Publication Abstract from PubMed
RS21-C6, which is highly expressed in all vertebrate genomes and green plants, is proposed to have nucleoside triphosphate pyrophosphohydrolase activity. Here, we report the crystal structures of the core fragment of RS21-C6, named RSCUT, and the complex with the substrate 5-methyl dCTP. The refined structure of RSCUT consists mainly of alpha-helices and shows formation of a tightly associated tetramer.
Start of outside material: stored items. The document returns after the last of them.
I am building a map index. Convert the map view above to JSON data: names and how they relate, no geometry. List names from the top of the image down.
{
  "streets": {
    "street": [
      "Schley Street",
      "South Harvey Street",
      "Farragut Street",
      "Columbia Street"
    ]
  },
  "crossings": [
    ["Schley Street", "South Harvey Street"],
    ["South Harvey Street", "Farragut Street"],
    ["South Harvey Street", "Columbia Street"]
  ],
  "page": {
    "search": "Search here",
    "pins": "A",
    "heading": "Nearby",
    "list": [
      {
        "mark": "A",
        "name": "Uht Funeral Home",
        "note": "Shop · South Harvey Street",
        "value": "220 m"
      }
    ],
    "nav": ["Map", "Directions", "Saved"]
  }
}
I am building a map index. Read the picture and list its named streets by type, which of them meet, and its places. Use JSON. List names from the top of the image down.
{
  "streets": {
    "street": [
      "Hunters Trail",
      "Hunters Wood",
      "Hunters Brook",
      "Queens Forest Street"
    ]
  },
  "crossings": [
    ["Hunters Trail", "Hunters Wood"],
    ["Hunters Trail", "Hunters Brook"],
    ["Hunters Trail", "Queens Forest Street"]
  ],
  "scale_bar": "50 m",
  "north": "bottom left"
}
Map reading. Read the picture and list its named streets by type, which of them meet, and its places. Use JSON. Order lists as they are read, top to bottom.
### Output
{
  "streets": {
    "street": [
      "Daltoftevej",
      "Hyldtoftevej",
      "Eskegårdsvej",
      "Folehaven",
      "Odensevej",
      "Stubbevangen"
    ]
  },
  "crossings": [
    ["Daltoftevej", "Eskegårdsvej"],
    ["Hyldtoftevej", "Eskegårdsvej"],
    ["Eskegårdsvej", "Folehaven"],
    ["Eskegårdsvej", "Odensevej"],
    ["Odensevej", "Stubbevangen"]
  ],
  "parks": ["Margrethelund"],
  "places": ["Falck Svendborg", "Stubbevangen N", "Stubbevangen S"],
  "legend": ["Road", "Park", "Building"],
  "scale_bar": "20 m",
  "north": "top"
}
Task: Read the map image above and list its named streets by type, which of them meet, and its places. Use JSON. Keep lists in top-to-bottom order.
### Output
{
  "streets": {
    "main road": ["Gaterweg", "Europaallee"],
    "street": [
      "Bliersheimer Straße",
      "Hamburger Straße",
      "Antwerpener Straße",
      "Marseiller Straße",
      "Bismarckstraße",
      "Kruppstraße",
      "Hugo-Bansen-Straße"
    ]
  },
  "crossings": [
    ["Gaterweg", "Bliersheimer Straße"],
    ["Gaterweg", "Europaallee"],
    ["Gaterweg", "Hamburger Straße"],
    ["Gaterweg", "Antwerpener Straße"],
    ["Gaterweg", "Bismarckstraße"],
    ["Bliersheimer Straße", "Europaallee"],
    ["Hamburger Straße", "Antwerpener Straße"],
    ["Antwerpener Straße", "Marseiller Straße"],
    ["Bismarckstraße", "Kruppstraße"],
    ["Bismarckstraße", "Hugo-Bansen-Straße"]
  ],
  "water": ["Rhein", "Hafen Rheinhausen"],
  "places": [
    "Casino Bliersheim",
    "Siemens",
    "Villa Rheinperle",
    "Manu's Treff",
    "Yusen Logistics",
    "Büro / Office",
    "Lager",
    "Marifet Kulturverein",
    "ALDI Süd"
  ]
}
On the basis of the structure of the RSCUT-m5dCTP complex and the results of pyrophosphatase activity assays, several key residues involved in the substrate binding of RS21-C6 have been identified. Tetramer formation is shown to be required for substrate binding.
Crystal structure of RS21-C6, involved in nucleoside triphosphate pyrophosphohydrolysis.,Wu B, Liu Y, Zhao Q, Liao S, Zhang J, Bartlam M, Chen W, Rao Z J Mol Biol. 2007 Apr 13;367(5):1405-12. Epub 2007 Jan 26. PMID:17320107[3]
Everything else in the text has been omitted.